-
Notifications
You must be signed in to change notification settings - Fork 0
Installation
Tejaas is distributed via PyPI. The simplest way to install a Python module from PyPI is with pip
:
pip install tejaas
This will install Tejaas along with all the dependencies. However, we recommend installing numpy
and mpi4py
Python packages before installing Tejaas, to ensure proper linking to linear algebra routines (e.g. MKL, OpenBLAS, etc) and MPI interface (e.g. OpenMPI, MPICH, etc) of the system.
To install Tejaas, you will need to have the following software on your computer:
- Python (version 3.6 or greater).
- Intel MKL library
- any flavor of MPI linked to the Intel MKL library (e.g. OpenMPI)
- Some Python packages, namely
- NumPy / array operations
- SciPy / optimization and other special functions
- statsmodel / used for ECDF calculation in JPA-score
- Pygtrie / used for reading MAF file in RR-score / maf null
- mpi4py / linked to MPI and MKL for python parallelization
- scikit-learn / used for PCA decomposition in KNN correction
Installing Tejaas requires setting up your computing environment to ensure that these components can communicate with each other. We will explain how to do this in the steps below.
To use Tejaas, you must have Python version 3.6 or greater. There are several ways you can install Python >= 3.6.
Our recommendation: Install Python via a conda-based package manager such as Miniconda or Anaconda. If you are starting from scratch, we recommend Miniconda and follow the installation instructions.
Once Miniconda is installed, you can create a Python 3.9 environment using:
conda create -n py39 python=3.9
conda activate py39
Other options: Tejaas will also work with standalone distributions of Python (e.g., downloaded from Python.org), and the instructions below should work regardless of how Python is installed on your computer.
Tejaas is distributed via PyPI. The simplest way to install a Python module from PyPI is with pip
(see documentation). Before running pip
, check that you are running the version bundled with Python >= 3.6:
python --version
pip --version
If the reported Python version is or greater than 3.6.0 and pip
is reported to come from that version (eg. pip 21.2.4 from /path/to/python (python 3.9)
), then you are ready for the next step.
Important: In the instructions below, we assume your Python 3.6+ executable is python
, and your pip (python 3.6+) executable is pip
. However, you might need to replace python
with python3
and pip
with pip3
.
Tejaas uses MPI interface for parallel computation. If you are trying out Tejaas in your local computer, you can install OpenMPI following the build instructions. OpenMPI is generally provided in most remote servers. The command to load the module will be different on different systems. For example, at the GWDG server at MPIBPC, it can be loaded using
module load openmpi
Please contact the system administrator if you are having trouble using OpenMPI.
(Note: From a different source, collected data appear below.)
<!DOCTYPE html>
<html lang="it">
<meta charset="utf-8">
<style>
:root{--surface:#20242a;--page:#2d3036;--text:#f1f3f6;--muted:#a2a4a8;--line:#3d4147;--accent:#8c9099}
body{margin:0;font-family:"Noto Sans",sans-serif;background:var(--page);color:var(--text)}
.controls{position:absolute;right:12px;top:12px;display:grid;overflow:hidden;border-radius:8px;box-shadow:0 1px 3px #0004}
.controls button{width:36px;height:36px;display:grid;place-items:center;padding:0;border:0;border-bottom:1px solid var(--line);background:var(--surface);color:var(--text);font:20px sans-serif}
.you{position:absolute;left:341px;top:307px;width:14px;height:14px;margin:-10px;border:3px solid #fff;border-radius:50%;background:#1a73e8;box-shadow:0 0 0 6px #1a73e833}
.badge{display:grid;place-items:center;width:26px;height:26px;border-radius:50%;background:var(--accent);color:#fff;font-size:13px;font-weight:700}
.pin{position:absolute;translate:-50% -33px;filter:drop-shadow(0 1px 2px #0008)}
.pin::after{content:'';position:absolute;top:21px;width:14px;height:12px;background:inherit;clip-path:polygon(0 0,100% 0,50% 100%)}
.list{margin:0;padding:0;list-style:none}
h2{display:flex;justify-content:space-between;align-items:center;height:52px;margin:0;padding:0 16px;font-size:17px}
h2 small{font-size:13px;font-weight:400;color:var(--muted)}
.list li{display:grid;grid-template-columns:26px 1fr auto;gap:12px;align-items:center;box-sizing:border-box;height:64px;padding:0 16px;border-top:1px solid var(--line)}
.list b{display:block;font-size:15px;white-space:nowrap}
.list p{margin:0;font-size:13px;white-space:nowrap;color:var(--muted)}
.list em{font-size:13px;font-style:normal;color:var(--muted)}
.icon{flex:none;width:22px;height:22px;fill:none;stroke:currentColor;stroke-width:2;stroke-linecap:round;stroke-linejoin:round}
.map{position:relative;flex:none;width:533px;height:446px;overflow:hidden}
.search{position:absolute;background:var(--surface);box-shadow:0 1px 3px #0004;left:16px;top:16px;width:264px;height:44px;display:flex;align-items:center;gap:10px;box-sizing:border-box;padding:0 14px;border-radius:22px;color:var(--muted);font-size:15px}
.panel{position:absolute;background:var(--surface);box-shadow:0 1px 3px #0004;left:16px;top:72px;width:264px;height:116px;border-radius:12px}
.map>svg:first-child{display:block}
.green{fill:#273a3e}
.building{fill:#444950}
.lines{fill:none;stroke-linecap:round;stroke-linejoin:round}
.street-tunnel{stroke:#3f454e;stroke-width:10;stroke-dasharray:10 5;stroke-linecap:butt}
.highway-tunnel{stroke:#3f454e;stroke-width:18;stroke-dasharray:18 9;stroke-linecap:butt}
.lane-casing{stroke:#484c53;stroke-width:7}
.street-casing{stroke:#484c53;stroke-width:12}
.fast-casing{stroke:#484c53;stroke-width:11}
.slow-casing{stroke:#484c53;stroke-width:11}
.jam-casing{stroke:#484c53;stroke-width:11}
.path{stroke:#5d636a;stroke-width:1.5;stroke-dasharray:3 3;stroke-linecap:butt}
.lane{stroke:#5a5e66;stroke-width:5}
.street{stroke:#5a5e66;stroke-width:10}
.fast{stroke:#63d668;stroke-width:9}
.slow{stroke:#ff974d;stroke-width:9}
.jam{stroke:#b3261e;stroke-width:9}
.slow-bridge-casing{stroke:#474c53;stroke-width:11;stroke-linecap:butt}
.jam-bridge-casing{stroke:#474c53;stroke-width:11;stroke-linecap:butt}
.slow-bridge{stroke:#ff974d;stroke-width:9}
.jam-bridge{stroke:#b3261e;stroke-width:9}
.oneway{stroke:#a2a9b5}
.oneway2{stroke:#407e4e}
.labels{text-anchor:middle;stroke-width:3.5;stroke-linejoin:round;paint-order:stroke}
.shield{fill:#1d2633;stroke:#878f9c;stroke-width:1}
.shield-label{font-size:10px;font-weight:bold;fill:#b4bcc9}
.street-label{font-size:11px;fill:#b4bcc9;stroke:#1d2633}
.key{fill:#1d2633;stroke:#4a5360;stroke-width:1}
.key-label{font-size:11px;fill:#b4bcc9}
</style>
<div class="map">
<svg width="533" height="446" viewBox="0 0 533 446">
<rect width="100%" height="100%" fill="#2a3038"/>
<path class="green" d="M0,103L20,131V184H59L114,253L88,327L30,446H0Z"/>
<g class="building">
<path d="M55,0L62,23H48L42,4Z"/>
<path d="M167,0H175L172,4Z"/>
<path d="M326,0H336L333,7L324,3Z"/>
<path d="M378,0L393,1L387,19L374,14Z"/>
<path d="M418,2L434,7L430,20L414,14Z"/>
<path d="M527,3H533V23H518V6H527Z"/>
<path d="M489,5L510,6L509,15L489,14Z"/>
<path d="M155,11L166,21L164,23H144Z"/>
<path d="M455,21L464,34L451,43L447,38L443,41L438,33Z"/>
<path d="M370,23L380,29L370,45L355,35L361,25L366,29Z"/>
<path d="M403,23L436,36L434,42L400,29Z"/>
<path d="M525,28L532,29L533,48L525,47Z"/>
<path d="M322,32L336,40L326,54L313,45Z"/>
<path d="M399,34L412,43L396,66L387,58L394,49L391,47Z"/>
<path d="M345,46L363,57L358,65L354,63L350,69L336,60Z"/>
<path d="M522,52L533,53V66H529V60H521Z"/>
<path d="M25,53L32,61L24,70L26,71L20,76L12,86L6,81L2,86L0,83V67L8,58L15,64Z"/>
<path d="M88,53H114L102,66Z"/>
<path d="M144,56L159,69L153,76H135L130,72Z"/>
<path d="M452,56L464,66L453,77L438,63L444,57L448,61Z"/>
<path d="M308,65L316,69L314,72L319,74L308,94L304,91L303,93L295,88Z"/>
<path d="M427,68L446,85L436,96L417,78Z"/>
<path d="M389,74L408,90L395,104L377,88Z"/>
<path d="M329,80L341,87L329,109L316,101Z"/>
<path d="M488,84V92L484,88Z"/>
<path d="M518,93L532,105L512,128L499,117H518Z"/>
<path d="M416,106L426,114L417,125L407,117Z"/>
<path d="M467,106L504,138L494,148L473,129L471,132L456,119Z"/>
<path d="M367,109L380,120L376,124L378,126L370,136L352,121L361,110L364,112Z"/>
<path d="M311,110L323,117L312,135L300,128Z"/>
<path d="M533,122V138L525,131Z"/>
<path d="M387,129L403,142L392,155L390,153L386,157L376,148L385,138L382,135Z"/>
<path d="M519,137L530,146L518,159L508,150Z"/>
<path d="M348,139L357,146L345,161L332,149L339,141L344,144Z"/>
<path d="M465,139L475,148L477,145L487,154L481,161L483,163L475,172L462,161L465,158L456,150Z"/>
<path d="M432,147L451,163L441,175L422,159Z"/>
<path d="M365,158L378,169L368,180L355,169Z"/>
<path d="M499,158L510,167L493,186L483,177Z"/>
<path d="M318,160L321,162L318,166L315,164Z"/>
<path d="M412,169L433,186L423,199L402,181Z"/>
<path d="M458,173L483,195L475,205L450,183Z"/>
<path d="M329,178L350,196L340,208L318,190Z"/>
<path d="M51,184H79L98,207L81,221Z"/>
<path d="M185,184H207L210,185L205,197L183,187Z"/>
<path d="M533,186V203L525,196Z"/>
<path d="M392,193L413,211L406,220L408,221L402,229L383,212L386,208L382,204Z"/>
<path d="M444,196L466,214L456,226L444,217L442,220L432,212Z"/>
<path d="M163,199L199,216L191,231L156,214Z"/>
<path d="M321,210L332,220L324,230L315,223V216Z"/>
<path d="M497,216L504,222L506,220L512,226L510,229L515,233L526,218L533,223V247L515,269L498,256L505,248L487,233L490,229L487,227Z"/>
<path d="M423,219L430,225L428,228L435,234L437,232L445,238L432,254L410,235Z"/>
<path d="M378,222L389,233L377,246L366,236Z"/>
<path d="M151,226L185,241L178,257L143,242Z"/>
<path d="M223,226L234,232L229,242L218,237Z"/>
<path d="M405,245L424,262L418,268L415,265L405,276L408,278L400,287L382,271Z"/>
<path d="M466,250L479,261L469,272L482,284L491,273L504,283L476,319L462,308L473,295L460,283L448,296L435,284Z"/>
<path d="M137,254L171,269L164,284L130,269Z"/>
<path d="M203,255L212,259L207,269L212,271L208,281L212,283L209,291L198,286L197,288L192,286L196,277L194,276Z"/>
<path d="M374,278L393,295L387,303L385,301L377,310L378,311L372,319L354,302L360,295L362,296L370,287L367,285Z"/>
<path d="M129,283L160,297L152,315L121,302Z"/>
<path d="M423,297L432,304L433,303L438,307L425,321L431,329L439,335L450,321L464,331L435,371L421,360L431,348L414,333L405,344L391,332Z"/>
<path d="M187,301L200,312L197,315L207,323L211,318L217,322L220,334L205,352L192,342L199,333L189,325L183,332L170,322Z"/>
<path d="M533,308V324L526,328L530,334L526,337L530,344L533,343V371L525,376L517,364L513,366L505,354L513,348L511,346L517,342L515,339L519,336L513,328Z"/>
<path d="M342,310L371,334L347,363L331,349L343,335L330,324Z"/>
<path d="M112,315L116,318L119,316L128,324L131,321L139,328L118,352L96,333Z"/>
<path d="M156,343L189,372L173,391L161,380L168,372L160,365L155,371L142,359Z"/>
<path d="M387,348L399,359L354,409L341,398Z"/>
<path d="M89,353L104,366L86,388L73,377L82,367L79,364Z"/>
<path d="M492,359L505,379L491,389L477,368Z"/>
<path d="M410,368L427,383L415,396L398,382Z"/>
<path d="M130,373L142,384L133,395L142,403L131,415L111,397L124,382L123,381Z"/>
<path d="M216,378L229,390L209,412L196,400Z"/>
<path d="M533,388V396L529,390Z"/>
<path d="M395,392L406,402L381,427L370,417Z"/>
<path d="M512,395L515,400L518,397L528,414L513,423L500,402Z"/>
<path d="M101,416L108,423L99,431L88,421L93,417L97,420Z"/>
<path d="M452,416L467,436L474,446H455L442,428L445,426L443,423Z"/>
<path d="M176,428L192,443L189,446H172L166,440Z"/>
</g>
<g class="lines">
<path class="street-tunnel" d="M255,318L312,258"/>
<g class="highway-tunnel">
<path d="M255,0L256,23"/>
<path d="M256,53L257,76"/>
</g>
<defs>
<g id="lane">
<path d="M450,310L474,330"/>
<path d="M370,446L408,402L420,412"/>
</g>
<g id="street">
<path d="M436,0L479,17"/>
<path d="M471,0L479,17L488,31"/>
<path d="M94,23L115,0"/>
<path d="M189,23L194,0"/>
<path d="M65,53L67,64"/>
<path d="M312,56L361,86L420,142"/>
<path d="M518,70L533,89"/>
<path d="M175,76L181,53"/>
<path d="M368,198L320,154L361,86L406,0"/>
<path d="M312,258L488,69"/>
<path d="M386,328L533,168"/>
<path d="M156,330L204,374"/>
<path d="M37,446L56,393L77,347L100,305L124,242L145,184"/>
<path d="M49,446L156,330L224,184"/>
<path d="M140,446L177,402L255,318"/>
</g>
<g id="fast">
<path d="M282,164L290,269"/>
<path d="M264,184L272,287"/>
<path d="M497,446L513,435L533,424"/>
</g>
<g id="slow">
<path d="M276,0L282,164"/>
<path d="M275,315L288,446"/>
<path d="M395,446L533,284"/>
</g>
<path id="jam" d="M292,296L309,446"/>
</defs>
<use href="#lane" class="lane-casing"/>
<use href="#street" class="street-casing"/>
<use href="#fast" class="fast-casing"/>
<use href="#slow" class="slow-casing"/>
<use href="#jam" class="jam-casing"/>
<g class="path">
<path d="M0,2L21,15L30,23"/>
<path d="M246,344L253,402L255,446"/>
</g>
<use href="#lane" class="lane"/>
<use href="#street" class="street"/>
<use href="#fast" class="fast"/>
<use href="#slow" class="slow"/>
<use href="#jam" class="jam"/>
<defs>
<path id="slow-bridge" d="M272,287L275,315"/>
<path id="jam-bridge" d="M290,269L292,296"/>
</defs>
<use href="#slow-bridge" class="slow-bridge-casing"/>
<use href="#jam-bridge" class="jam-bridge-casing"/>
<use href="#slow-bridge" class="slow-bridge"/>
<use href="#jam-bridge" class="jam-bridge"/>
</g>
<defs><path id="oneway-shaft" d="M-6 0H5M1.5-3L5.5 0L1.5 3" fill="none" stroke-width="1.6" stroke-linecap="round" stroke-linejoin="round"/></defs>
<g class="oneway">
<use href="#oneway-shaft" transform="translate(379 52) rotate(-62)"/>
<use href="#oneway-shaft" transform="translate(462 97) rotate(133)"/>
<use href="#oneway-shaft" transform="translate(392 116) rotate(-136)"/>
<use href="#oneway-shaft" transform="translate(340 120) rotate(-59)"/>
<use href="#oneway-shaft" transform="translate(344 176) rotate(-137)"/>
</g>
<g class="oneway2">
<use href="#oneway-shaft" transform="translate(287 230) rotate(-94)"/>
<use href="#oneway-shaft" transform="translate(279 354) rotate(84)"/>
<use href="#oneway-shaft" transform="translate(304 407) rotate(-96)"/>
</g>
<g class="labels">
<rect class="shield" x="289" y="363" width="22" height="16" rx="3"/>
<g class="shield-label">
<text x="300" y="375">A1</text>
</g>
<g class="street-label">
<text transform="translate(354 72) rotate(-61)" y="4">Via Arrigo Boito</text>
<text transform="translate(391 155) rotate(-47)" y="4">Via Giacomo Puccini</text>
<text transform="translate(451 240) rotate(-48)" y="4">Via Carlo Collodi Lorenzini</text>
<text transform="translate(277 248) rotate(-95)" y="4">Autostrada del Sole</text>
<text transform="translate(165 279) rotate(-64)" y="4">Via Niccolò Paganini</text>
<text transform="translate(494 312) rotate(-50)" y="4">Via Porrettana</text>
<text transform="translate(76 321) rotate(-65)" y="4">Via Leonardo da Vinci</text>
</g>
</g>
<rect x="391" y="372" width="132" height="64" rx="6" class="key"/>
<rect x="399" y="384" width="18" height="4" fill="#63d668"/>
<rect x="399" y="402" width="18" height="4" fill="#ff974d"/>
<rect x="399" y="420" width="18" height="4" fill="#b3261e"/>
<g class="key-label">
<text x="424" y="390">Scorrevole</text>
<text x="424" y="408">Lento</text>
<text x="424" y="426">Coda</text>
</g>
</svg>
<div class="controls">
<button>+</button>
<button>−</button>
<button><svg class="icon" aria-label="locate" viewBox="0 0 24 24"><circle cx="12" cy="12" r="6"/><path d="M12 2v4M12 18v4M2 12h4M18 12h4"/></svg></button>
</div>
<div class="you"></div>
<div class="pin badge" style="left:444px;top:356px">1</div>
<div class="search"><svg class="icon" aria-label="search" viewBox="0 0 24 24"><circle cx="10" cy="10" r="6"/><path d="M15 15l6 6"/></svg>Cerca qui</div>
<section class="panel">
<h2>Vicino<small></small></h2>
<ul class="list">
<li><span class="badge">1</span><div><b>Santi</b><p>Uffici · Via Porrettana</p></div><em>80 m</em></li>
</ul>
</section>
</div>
NumPy is the fundamental package for scientific computing in Python and uses linear algebra routines (e.g. MKL, OpenBLAS, etc.). The core of Tejaas is written in C which is compiled using the same linear algebra routines as used by NumPy. Hence, we recommend installing NumPy using the fastest available linear algebra routine for your system. In the conda defaults channel, NumPy is built against Intel MKL. MKL is a separate package that will be installed in the users' environment when they install NumPy..
conda activate py39
conda install numpy
To enforce NumPy to be built with OpenBLAS, you can use conda install "libblas=*=*openblas" numpy
.
If you want to use some other optimized linear algebra routines of your system, you have to install NumPy from source code; also refer to installation instructions
Note: The NumPy wheels on PyPI, which is what pip installs, are built with OpenBLAS. The OpenBLAS libraries are included in the wheel. This makes the wheel larger, and if a user installs SciPy also from PyPI, they will now have two copies of OpenBLAS on disk. In the conda-forge channel, NumPy is built against a dummy "BLAS" package. When a user installs NumPy from conda-forge, that BLAS package then gets installed together with the actual library - this defaults to OpenBLAS, but it can also be MKL (from the defaults channel), or even BLIS or reference BLAS.
MPI4Py provides Python bindings for the Message Passing Interface (MPI) standard,
allowing Python applications to exploit multiple processors on workstations, clusters and supercomputers.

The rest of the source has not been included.